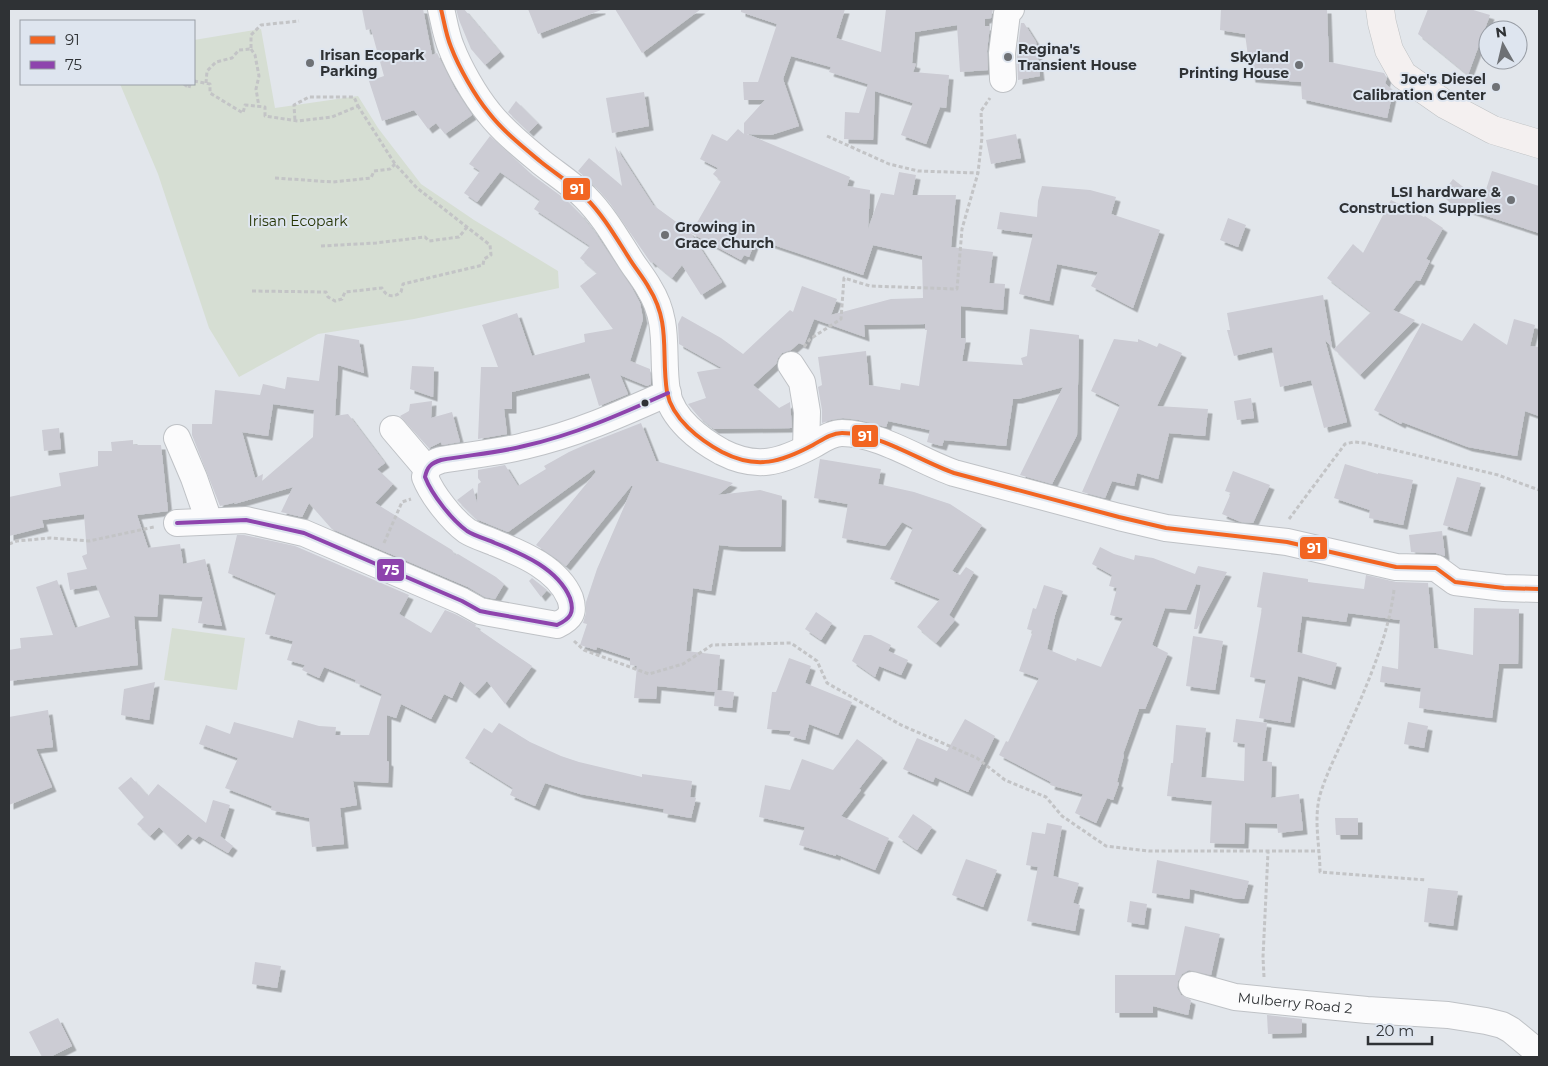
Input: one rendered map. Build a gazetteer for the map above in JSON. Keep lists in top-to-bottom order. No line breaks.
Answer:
{"streets":{"street":["Mulberry Road 2"]},"parks":["Irisan Ecopark"],"places":["Regina's Transient House","Irisan Ecopark Parking","Skyland Printing House","Joe's Diesel Calibration Center","LSI hardware & Construction Supplies","Growing in Grace Church"],"lines":["transit line 91","transit line 75"],"legend":["91","75"],"scale_bar":"20 m","north":"top"}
• • • •
*Problem requirements*. Repeat the listing word for word, omitting the pictures.

*Written answer*.
Input: one rendered map. Build a gazetteer for the map above in JSON. Keep lists in top-to-bottom order. No line breaks.
Answer:
{"streets":{"street":["Mulberry Road 2"]},"parks":["Irisan Ecopark"],"places":["Regina's Transient House","Irisan Ecopark Parking","Skyland Printing House","Joe's Diesel Calibration Center","LSI hardware & Construction Supplies","Growing in Grace Church"],"lines":["transit line 91","transit line 75"],"legend":["91","75"],"scale_bar":"20 m","north":"top"}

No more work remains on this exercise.